IDB: Caribbean/Latin American region economy shows growth in 2013

IDB President Luis Alberto Moreno
By: Staff Reporter, SKNVibes.com

    BASSETERRE, St. Kitts - THE Inter American Development Bank (IDB) has reported that the Caribbean and Latin American region has seen small growth in their economies in 2013 due to increased productivity, as Loans, Grants and Guarantees totalled approximately $14 billion.  

     

    In its yearend round up, the IDB explained that the economic performance of Latin America and Caribbean economies were affected by a “high degree of volatility that rattled international financial markets and the fall in prices for basic goods took a toll on the region’s GDP growth, which averaged 2.7 percent.

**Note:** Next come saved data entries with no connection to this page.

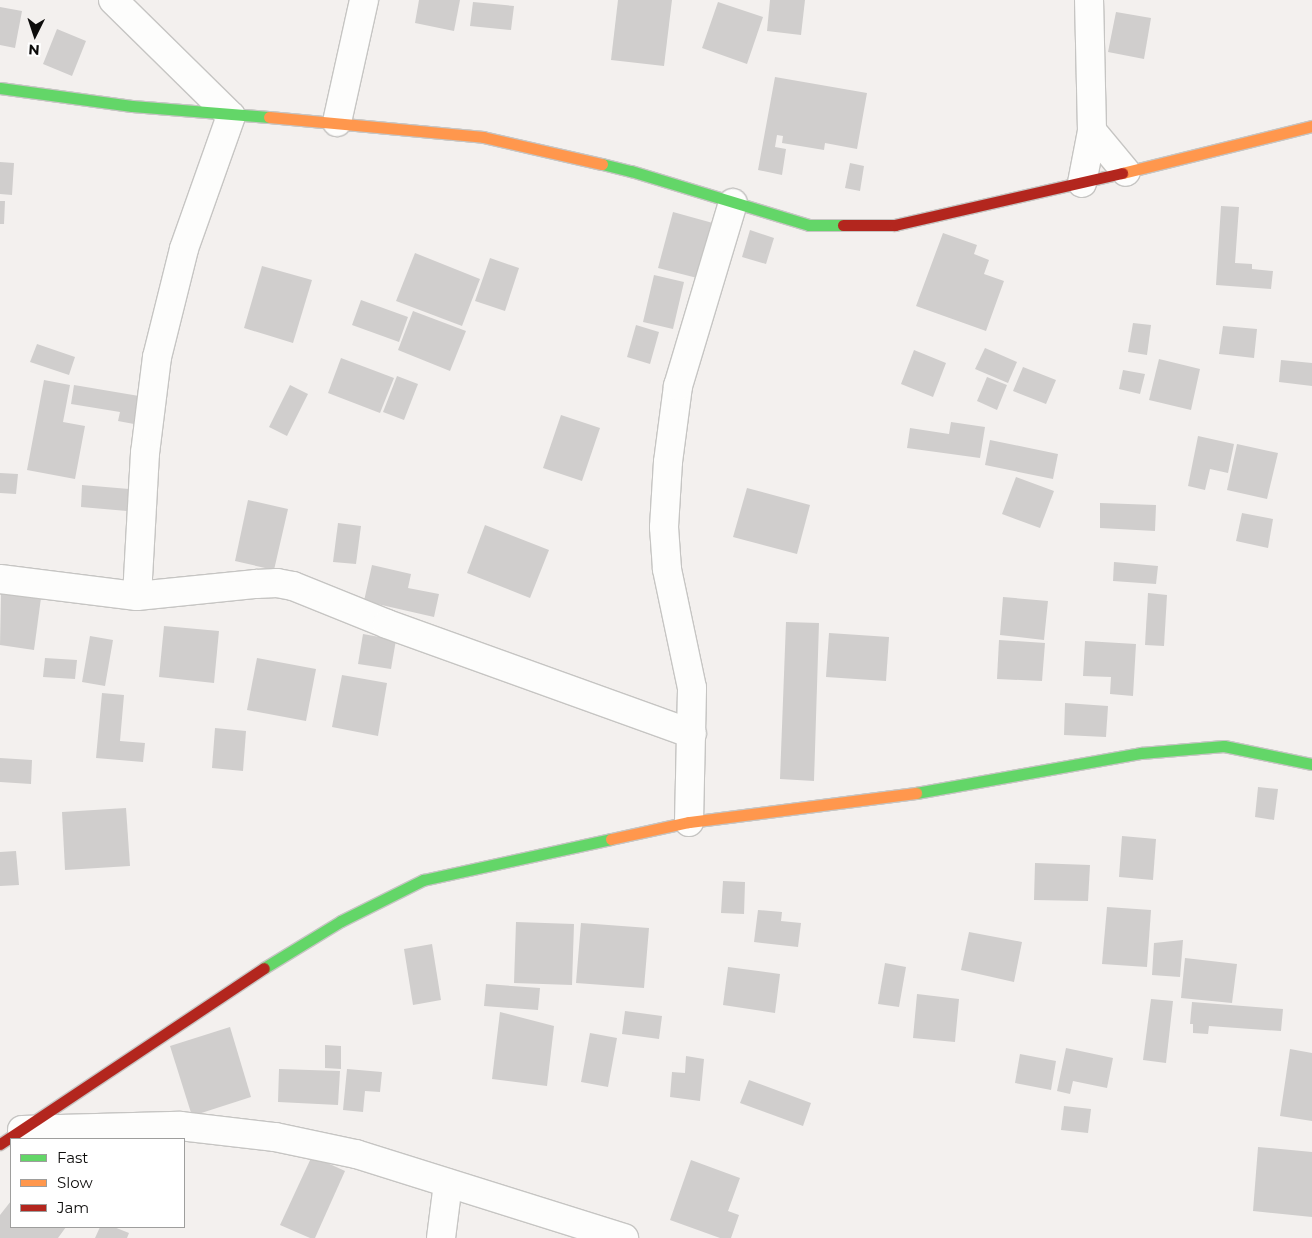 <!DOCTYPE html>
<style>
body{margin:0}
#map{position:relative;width:1312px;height:1238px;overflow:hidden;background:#f3f0ee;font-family:Montserrat,sans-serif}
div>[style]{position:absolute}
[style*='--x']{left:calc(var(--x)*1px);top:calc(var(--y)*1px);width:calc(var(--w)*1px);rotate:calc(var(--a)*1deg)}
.building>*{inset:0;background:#d0cecd}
.roads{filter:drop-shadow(1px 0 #c6c5c3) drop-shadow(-1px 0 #c6c5c3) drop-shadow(0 1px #c6c5c3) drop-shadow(0 -1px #c6c5c3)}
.street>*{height:28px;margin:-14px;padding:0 14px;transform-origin:14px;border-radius:14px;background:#fdfdfc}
.fast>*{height:11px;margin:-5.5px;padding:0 5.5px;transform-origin:5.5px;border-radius:5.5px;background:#63d668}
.slow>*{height:11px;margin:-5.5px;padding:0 5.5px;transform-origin:5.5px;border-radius:5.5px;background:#ff974d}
.jam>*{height:11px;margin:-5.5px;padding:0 5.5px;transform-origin:5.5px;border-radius:5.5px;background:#b3261e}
span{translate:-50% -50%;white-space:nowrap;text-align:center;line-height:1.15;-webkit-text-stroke:5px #fff;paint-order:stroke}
.legend{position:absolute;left:10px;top:1138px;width:175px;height:90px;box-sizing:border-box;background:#fff;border:1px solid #9e9e9d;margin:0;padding:6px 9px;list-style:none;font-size:15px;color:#0d0c0b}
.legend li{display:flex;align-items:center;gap:10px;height:25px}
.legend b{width:25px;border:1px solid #9e9e9d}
.north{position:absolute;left:10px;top:10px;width:50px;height:50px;-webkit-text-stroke:4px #fff;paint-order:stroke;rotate:184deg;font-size:14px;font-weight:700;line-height:20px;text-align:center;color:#0d0c0b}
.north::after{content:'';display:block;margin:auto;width:18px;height:22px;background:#0d0c0b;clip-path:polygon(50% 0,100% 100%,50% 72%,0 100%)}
</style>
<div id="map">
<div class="building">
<div style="clip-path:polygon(419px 0,460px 0,454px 31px,415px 23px)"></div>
<div style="clip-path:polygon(618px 0,672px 0,664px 66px,611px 60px)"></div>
<div style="clip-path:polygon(770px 0,805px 0,801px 35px,767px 31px)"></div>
<div style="clip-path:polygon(473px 2px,514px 6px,511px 30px,470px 26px)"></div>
<div style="clip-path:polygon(718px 2px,763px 17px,747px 64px,702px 48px)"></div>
<div style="clip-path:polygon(0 7px,22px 11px,15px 48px,0 45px)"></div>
<div style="clip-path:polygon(1116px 12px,1151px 18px,1144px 59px,1108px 52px)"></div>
<div style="clip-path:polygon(57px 29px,86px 41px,72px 76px,43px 64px)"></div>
<div style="clip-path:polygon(775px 77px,867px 93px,857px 149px,825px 143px,824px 150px,782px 143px,783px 136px,777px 135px,775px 147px,786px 149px,782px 175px,758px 170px)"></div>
<div style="clip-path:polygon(0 162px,14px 163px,12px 195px,0 194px)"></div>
<div style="clip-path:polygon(850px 163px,864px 166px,860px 191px,845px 188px)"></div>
<div style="clip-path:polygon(0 201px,5px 201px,4px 224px,0 224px)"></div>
<div style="clip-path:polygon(1221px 206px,1239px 207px,1235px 263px,1252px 264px,1252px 269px,1273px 271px,1271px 289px,1216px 285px)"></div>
<div style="clip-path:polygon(673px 212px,720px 225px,705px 280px,658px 268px)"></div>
<div style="clip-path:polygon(750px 230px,774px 238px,766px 264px,742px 257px)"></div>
<div style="clip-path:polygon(943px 233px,977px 245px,974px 254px,989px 260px,984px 274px,1004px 281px,986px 331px,916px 306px)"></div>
<div style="clip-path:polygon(415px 253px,480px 279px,462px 326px,396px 301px)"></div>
<div style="clip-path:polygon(490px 258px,519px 268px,505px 311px,475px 301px)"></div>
<div style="clip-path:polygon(262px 266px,312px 280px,293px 343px,244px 328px)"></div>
<div style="clip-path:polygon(654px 275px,684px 282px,673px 329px,643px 322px)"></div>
<div style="clip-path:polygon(361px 300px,408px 317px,399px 342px,352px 325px)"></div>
<div style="clip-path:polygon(413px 311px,466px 331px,450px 371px,398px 350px)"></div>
<div style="clip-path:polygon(1133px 323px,1151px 325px,1147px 355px,1128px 352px)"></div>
<div style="clip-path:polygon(636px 325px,659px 332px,650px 364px,627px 357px)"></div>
<div style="clip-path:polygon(1223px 326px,1257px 329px,1254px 358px,1219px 354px)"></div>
<div style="clip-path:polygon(37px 344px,75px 357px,69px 375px,30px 362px)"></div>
<div style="clip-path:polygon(985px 348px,1017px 362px,1008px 383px,975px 369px)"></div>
<div style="clip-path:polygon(914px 350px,946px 363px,933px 397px,901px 384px)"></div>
<div style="clip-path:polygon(341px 358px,394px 378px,380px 413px,328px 393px)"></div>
<div style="clip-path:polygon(1159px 359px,1200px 369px,1191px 410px,1149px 400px)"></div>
<div style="clip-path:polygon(1281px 360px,1312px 363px,1312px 386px,1279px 382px)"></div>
<div style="clip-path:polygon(1023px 367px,1056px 380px,1046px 404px,1013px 391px)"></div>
<div style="clip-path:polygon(1123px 370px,1145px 374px,1140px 394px,1119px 389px)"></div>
<div style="clip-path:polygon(397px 376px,418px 384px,404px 420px,383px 412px)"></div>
<div style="clip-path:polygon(987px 377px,1007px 385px,997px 410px,977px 401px)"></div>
<div style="clip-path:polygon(44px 380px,70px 385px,63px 422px,85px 426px,75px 479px,27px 470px)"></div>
<div style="clip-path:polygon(74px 385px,139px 396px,134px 424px,118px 421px,120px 412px,71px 404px)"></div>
<div style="clip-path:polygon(290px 385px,308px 394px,287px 436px,269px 427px)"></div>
<div style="clip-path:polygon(561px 415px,600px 428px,582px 481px,543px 468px)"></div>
<div style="clip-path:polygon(951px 422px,985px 427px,980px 458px,907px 448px,910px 428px,949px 434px)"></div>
<div style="clip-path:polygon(1198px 436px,1234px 444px,1228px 473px,1210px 469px,1205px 490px,1188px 486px)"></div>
<div style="clip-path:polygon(990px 440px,1058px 454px,1053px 479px,985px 465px)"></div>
<div style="clip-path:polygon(1237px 444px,1278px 453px,1267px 499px,1227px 490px)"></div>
<div style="clip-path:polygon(0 473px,18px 474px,16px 494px,0 493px)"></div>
<div style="clip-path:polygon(1016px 477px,1054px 491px,1040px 528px,1002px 514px)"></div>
<div style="clip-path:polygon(82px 485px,129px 489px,127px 511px,81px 507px)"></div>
<div style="clip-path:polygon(747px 488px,810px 505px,797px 554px,733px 537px)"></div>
<div style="clip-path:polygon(248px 500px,288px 509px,274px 570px,235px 561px)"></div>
<div style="clip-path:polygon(1100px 503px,1156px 505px,1155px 531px,1100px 528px)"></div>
<div style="clip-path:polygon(1242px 513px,1273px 519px,1268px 548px,1236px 541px)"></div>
<div style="clip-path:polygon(338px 523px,361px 526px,356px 564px,333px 562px)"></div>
<div style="clip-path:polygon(485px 525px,549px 550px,530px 598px,467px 573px)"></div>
<div style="clip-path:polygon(1114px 562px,1158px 566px,1156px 584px,1113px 581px)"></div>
<div style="clip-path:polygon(372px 565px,411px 574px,408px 588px,439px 594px,434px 617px,364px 601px)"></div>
<div style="clip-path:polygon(1px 593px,41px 598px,34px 650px,0 645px)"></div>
<div style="clip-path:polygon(1148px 593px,1167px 595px,1164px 646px,1145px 645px)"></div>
<div style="clip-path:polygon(1003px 597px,1048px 601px,1044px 640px,1000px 635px)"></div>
<div style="clip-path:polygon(786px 622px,819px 623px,814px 781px,780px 779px)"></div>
<div style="clip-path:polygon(164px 626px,219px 631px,214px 683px,159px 677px)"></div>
<div style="clip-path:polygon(829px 633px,889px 637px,886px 681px,826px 677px)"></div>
<div style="clip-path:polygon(363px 634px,396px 640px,391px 669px,358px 664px)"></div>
<div style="clip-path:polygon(90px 636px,113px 640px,105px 686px,82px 682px)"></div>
<div style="clip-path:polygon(999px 640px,1045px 643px,1042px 681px,997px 679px)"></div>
<div style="clip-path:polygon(1085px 641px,1136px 644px,1133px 696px,1110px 694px,1111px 677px,1083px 676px)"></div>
<div style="clip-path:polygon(45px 658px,77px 660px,75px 679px,43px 677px)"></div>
<div style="clip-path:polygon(257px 658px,316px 669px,306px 721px,247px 710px)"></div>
<div style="clip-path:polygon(342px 675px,387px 683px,378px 736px,332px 727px)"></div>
<div style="clip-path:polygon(102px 693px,124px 695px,120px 741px,145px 743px,143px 762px,96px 758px)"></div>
<div style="clip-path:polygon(1065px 703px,1108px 706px,1106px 737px,1064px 735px)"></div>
<div style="clip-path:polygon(215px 728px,246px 731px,243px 771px,212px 768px)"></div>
<div style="clip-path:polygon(0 758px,32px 760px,31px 784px,0 782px)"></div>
<div style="clip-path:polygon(1258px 787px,1278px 789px,1274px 820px,1255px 817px)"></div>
<div style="clip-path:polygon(126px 808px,130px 866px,65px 870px,62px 812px)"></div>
<div style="clip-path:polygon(1122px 836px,1156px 839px,1153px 880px,1119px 877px)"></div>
<div style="clip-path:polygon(16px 851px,19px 885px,0 886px,0 852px)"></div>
<div style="clip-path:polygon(1035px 863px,1090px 865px,1088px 901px,1034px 900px)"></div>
<div style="clip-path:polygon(723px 881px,745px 882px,744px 914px,721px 913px)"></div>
<div style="clip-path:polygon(1107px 907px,1151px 910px,1147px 967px,1102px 964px)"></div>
<div style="clip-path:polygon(758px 910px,782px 912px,781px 921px,801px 923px,798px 947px,754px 942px)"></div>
<div style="clip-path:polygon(516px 922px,574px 924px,572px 985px,514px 983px)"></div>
<div style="clip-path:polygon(581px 923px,649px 928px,644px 988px,576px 983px)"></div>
<div style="clip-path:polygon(969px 932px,1022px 942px,1014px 982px,961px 970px)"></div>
<div style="clip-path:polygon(1183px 940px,1180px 977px,1152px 975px,1154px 943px)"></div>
<div style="clip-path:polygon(432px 944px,441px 1000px,413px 1005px,404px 949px)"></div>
<div style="clip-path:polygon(1185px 958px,1237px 964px,1232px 1003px,1181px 998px)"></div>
<div style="clip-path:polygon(885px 963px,906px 967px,899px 1007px,878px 1004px)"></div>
<div style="clip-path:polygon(728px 967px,780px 974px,775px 1013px,723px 1005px)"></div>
<div style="clip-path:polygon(486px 984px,540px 988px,538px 1010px,484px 1006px)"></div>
<div style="clip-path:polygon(917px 994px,959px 999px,955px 1042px,913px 1038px)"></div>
<div style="clip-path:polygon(1151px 999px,1173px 1001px,1166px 1063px,1143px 1060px)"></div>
<div style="clip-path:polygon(1192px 1002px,1283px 1009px,1281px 1031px,1209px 1026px,1208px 1034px,1193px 1033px,1193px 1024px,1190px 1024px)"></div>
<div style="clip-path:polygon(625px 1011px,662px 1016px,659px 1039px,622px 1034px)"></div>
<div style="clip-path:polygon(500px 1012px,554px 1026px,547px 1086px,492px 1079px)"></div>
<div style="clip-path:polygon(230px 1027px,251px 1097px,192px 1116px,170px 1046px)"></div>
<div style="clip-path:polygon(590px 1033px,617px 1038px,608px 1087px,581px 1082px)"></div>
<div style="clip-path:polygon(325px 1045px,341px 1046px,341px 1069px,325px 1068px)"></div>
<div style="clip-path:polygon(1066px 1048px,1113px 1058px,1107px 1088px,1073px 1081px,1070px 1094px,1057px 1091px)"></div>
<div style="clip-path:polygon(1290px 1049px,1312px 1053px,1312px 1121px,1280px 1116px)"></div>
<div style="clip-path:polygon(1020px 1054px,1056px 1061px,1051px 1090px,1015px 1083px)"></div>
<div style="clip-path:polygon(686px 1056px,704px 1059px,700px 1101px,670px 1097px,672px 1072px,685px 1073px)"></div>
<div style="clip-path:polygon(279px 1069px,340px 1071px,338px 1105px,278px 1102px)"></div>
<div style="clip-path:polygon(347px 1069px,382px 1072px,380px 1092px,365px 1091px,363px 1112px,343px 1110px)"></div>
<div style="clip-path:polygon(749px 1080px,811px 1103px,803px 1126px,740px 1103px)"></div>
<div style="clip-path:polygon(1064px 1106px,1091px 1109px,1088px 1133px,1061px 1130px)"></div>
<div style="clip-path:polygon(1258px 1147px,1312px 1152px,1312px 1217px,1253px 1211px)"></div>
<div style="clip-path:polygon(312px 1156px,345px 1171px,315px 1238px,310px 1238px,280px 1225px)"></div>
<div style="clip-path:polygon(691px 1160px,740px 1178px,728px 1211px,739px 1215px,731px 1238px,720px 1238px,670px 1220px)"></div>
<div style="clip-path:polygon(11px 1201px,11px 1227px,66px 1227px,58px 1238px,0 1238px,0 1215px)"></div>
<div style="clip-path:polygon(100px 1227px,114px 1227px,129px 1233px,127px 1238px,95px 1238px)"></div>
</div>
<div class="roads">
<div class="street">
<div style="--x:113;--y:0;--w:165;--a:44.5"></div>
<div style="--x:231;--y:116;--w:141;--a:109.5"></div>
<div style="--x:184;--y:249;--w:111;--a:104"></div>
<div style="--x:157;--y:357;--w:97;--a:97.1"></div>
<div style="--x:145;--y:453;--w:143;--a:93.2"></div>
<div style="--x:337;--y:122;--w:125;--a:-77.5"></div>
<div style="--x:1092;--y:131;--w:53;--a:50.3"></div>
<div style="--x:1082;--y:183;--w:53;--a:-79.1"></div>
<div style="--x:1092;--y:131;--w:131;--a:-91.3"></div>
<div style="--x:0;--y:579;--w:138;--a:7.1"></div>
<div style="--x:137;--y:596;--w:120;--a:-5.8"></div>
<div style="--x:256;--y:584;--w:21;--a:-3"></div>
<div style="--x:277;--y:583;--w:16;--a:11"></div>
<div style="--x:293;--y:586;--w:101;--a:22"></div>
<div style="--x:387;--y:624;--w:324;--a:19.8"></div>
<div style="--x:689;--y:822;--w:134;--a:-88.7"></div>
<div style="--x:692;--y:688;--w:122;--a:-101.9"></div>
<div style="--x:667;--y:569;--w:42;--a:-94.1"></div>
<div style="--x:664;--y:527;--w:65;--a:-86.5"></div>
<div style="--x:668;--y:462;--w:77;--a:-82.5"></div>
<div style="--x:678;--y:386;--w:191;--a:-73.3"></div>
<div style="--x:22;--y:1130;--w:158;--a:-1.5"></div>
<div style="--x:180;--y:1126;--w:96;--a:6.6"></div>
<div style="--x:275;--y:1137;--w:83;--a:11.9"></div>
<div style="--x:356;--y:1154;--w:281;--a:17.4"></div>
<div style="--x:441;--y:1238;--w:55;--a:-82.7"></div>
</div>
<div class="fast">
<div style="--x:0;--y:88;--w:133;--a:7.8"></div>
<div style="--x:132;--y:106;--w:137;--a:4.6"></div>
<div style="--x:602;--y:164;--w:30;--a:14"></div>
<div style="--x:631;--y:171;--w:186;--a:16.9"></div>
<div style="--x:809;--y:225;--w:34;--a:0"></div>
<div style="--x:916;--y:793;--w:229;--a:-10.1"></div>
<div style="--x:1141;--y:753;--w:83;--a:-4.8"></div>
<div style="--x:1224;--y:746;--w:90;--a:11.6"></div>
<div style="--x:264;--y:968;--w:90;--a:-31.4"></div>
<div style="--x:341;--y:921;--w:92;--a:-26.6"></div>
<div style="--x:423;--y:880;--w:192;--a:-12.3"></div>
</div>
<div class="slow">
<div style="--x:269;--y:117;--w:215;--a:5.3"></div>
<div style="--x:483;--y:137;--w:122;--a:12.8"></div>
<div style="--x:1122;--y:173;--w:196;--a:-13.9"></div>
<div style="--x:611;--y:839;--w:80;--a:-12.3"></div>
<div style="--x:689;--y:822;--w:229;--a:-7.3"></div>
</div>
<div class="jam">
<div style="--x:843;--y:225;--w:52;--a:0"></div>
<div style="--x:895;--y:225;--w:233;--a:-12.9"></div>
<div style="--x:0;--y:1144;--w:317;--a:-33.7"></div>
</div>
</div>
<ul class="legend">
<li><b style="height:6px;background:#63d668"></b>Fast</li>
<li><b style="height:6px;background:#ff974d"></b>Slow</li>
<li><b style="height:6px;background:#b3261e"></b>Jam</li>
</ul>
<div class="north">N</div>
</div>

In 2014, the growth forecast for the economies of Latin America and the Caribbean as a whole is 3.0”.

    However, IDB President Luis Alberto Moreno explained that the external environments would play an integral role in regional economy, but in 2014 the region should not be dependent on the international markets to push growth.  

    “A less favorable external environment, along with weak external demand over the mid-term and latent risks in international financial markets will require the region to accelerate growth without depending on the external conditions that helped us in the past decade,” IDB Moreno said. 

    “Therefore, our priority is to increase potential output over the medium term through reforms focusing on bottlenecks that are restricting growth in productivity, internal savings and investment,” he added. 

    Moreno was at the time presenting his yearend report to the Bank’s Board of Executive Directors. 

    He made calls for improvement in the quality of education being provided in the Latin American region, noting that the region’s performance in the Programme for International Student Assessment (PISA) test was not as good as those in other regions around the world.

    “In the 2013 PISA test, Latin American youths did not perform nearly as well as students from other regions of the world!” he said exclaimed.

    Moreno stressed that both the Latin America and Caribbean regions have greater developmental works to do on their infrastructure, as a gap currently exist between “the region and the world richest and most dynamic countries”.

    “Besides modernising their highways, ports and airports, the countries of Latin America and the Caribbean must improve infrastructure and logistical services in order to lower transaction costs and make their industries more competitive,” Moreno explained.

    The IDB in 2013 

    According to the Inter American Development Bank’s preliminary data, in 2013 the institution approved some 167 financing packages worth some $14 billion, a figure surpassed only by that of 2009. And during the financial crisis the bank financing hit a whopping $15.9 billion.
     
    As for resources, new operations centered on high-priority sectors such as institutional development (37 percent), infrastructure and the environment (33 percent), social welfare programmes (21 percent) and regional integration and overseas trade (9 percent). 

    Among the loans and guarantees approved by the IDB in 2013, private-sector operations (without a sovereign guarantee) totalled $2.1 billion.